When people talk about Myrtle Beach fishing, they're usually referring to saltwater fishing. After all, we have immediate access to the Atlantic Ocean, along with numerous creeks and channels that feed into the ocean - all saltwater. For those accustomed to freshwater fishing, here are a few pointers: you generally use a different type of bait and tackle; the majority of in-shore fishing is done on the ocean floor, so you need a pyramid-shaped weight, or sinker, to keep your rig on the bottom; and, you should rinse your reel with fresh water after each use to purge the saltwater. If you don't have your own rod and reel, you can purchase or rent one at local bait and tackle shops, piers, or sporting goods stores. Myrtle Beach deep sea fishing is a true adventure, and catching those big, large fish in the deep water certainly offers a thrilling experience.
Freshwater and Inland Fishing
In addition to the mighty Atlantic Ocean, the Myrtle Beach area is blessed with wonderful inland waters. These include the Intracoastal Waterway, which runs parallel to the coast from Little River to Socastee, where it merges with the Waccamaw River. Along the way, other rivers and tributaries feed into the waterway, and passage to the ocean is gained through Little River or Winyah Bay.
In its entirety, the Intracoastal Waterway runs from Boston to Key West. The waterway was "built" by the U.S. Army Corps of Engineers, taking advantage of existing rivers and other waterways and digging canals as needed to connect them.

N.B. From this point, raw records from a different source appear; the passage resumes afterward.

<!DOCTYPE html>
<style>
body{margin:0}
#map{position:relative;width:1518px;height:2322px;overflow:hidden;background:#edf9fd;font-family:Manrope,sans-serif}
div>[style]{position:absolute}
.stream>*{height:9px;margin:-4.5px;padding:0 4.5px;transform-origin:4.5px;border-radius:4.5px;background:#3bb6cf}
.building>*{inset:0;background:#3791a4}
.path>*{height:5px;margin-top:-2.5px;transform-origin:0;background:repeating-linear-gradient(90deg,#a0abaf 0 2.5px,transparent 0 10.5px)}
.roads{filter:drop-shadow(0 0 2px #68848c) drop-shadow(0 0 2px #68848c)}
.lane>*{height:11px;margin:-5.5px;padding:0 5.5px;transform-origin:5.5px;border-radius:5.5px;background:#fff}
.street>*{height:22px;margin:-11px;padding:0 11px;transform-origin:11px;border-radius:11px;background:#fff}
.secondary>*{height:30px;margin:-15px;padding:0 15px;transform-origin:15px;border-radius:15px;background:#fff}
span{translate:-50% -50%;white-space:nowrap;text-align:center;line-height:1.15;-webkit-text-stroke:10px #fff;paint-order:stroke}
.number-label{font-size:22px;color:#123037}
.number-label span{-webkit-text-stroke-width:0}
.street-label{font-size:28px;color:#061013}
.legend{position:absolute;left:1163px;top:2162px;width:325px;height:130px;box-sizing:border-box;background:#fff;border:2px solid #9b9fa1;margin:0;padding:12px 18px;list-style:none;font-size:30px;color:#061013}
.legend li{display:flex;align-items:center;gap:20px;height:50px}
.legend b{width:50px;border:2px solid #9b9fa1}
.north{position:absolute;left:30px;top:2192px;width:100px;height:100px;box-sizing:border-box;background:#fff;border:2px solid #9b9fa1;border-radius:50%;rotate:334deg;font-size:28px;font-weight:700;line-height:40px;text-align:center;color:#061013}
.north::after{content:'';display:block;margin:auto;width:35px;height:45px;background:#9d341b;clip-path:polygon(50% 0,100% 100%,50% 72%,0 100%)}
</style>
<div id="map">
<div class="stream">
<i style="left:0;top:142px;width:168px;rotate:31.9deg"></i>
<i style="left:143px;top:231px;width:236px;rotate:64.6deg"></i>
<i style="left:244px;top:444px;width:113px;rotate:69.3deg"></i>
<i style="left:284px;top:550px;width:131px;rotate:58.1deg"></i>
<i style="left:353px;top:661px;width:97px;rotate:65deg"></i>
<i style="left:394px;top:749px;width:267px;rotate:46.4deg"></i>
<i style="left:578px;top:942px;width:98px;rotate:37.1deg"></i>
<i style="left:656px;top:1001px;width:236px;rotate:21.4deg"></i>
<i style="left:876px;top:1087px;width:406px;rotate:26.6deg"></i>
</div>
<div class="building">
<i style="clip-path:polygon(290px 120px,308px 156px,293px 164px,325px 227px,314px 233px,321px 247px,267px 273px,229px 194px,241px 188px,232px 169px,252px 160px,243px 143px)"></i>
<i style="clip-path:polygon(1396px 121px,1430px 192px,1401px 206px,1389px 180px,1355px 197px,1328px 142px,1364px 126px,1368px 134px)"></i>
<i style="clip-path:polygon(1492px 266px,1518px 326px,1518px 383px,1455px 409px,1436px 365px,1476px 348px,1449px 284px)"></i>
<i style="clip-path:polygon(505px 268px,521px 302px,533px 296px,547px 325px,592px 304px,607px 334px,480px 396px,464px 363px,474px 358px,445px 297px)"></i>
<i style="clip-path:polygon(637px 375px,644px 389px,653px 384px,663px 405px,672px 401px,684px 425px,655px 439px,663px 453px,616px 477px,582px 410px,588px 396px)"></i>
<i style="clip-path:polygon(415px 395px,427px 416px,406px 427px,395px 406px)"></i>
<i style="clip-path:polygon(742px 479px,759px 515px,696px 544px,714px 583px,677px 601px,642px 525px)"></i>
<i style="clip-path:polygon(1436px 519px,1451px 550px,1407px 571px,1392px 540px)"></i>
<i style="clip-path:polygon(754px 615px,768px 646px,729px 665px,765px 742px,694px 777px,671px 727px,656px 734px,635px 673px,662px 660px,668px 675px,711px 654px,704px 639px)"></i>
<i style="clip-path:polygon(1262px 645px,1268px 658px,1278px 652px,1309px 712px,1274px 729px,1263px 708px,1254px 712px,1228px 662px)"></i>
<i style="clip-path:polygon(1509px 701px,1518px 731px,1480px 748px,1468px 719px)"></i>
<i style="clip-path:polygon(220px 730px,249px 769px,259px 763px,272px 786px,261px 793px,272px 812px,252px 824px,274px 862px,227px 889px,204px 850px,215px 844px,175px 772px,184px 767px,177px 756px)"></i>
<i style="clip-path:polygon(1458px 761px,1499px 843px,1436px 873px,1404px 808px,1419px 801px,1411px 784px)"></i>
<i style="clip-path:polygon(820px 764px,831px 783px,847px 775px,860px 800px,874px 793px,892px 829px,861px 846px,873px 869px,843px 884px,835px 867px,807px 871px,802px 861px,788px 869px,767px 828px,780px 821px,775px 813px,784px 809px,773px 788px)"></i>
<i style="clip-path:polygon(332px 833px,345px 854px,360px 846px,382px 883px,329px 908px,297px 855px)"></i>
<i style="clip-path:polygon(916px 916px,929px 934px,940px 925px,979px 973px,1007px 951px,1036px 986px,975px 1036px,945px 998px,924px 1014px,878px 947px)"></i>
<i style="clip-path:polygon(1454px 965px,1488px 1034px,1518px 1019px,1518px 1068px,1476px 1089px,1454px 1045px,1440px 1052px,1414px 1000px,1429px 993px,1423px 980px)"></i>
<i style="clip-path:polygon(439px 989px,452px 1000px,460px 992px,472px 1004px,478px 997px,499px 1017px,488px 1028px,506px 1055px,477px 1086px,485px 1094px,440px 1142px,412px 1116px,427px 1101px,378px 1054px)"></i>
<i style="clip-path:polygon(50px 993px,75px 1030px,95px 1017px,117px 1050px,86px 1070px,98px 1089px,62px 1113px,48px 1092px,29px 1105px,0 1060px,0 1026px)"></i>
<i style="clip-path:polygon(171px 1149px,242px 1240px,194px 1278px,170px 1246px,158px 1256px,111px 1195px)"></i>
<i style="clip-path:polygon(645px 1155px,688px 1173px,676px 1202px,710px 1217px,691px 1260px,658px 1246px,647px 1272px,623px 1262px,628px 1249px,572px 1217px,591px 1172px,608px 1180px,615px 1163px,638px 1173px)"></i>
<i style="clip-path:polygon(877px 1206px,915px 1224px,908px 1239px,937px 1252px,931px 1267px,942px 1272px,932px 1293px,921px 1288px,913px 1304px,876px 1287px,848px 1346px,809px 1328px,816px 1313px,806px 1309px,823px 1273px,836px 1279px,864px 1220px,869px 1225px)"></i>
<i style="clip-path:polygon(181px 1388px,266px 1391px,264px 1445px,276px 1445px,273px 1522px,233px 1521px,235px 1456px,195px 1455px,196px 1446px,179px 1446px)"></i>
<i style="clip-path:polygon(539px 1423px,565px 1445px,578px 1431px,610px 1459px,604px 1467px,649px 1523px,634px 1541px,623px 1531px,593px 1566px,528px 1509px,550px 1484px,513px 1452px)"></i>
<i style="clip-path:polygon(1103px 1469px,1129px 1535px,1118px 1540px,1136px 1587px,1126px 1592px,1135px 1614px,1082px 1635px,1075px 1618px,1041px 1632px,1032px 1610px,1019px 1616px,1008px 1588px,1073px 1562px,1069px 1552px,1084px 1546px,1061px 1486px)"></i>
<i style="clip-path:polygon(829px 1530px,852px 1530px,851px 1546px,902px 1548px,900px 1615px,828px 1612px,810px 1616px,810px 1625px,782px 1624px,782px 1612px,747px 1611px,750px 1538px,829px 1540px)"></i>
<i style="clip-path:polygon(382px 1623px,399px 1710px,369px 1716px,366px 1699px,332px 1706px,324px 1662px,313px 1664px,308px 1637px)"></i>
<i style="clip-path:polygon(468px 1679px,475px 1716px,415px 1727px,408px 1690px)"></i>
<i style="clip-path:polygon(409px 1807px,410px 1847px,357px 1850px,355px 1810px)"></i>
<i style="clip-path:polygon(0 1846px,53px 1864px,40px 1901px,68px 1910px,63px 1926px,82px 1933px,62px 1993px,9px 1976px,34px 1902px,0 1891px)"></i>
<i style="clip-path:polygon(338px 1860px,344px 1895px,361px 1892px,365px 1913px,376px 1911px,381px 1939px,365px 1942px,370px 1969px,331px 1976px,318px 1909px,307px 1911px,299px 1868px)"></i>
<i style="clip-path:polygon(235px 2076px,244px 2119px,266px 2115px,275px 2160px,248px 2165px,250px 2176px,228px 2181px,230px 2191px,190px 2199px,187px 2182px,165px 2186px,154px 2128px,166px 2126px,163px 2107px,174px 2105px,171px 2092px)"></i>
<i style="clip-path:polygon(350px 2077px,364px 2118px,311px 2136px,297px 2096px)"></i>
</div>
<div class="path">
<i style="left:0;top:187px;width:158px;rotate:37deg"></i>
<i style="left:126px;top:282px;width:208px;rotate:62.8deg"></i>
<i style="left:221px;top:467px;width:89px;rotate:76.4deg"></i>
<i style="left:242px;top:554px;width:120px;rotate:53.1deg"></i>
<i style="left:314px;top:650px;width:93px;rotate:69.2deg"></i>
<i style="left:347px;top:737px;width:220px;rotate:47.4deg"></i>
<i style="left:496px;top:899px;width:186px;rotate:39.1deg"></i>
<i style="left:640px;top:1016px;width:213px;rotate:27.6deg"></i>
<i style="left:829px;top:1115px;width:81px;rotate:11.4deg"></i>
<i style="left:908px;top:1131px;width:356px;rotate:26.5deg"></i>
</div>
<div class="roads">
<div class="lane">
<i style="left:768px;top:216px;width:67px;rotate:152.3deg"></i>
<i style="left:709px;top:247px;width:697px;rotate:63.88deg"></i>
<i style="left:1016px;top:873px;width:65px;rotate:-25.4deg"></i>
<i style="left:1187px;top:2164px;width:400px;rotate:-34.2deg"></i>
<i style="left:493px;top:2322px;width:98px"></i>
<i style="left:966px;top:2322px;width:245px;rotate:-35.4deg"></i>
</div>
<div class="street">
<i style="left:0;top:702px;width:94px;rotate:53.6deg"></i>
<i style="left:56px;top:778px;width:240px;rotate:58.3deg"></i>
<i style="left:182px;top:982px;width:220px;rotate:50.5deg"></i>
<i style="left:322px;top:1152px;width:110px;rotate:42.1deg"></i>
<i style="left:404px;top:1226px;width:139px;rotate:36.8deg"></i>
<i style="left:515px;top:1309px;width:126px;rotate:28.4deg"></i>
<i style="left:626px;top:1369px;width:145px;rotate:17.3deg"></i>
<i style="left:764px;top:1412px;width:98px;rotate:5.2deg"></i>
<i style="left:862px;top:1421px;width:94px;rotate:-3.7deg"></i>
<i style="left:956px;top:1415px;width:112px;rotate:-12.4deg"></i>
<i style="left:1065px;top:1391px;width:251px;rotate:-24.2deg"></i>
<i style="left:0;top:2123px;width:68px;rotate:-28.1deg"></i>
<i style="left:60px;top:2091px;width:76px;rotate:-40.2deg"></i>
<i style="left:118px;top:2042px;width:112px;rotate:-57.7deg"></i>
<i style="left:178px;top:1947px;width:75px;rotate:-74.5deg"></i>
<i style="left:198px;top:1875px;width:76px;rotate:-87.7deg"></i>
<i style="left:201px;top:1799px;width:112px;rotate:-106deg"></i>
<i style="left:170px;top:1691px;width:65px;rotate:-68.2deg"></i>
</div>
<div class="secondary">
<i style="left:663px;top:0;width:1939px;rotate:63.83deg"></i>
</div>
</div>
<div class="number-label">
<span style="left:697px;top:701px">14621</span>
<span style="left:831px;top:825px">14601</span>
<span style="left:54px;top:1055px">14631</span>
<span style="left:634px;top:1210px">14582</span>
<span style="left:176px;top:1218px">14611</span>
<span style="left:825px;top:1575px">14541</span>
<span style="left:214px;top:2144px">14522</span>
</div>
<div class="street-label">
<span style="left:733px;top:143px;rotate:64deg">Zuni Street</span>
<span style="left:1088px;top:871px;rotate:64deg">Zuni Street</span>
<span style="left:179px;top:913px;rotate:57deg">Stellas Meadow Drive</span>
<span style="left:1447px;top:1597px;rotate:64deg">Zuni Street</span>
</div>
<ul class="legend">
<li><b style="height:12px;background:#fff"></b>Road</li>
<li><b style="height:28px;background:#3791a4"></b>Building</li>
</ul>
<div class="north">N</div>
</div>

The completion in 1936 of the section between Little River and Socastee opened the way to commercial and leisure vessels for the entire length of the East Coast. Dignitaries from throughout the country attended a dedication ceremony here on April 11, 1936.
The Myrtle Beach Area's inland waters are popular for all kinds of recreation, including boating, fishing, and leisurely cruises. Outside of fishing in Myrtle Beach, you can make your trip more exciting with cruise boats. Cruise boats operate out of Little River, North Myrtle Beach, Myrtle Beach, Conway, Murrells Inlet, and Georgetown. Some transport passengers along the Intracoastal Waterway, while others explore the Waccamaw River or Winyah Bay. Some are sightseeing trips, and others offer dinner and dancing. Almost all provide enlightening narratives about the region's wildlife, scenic wonders, history, and legends.
Fishing License Information
From a Private Boat: Saltwater Recreational Fisheries Licenses are required for individuals 16 and older harvesting oysters or clams, or individuals fishing for marine finfish from privately owned boats.
From Shore: Individuals 16 years of age or older will need a license to fish from the surf, but not from a public fishing pier.
Grand Strand Fishing Rodeo & Take A Kid Fishing Day
Each April through October, you can enter your catch in the annual Grand Strand Fishing Rodeo. The fish must be caught from a pier, the surf, an inlet or deep sea and participants have the chance to receive monthly decals, shoulder patches, and prizes totaling thousands of dollars in cash and merchandise.
Take A Kid Fishing Day aims to promote and introduce young anglers to the sport of fishing and create an opportunity for parent, relative or volunteer to spend the day with a child.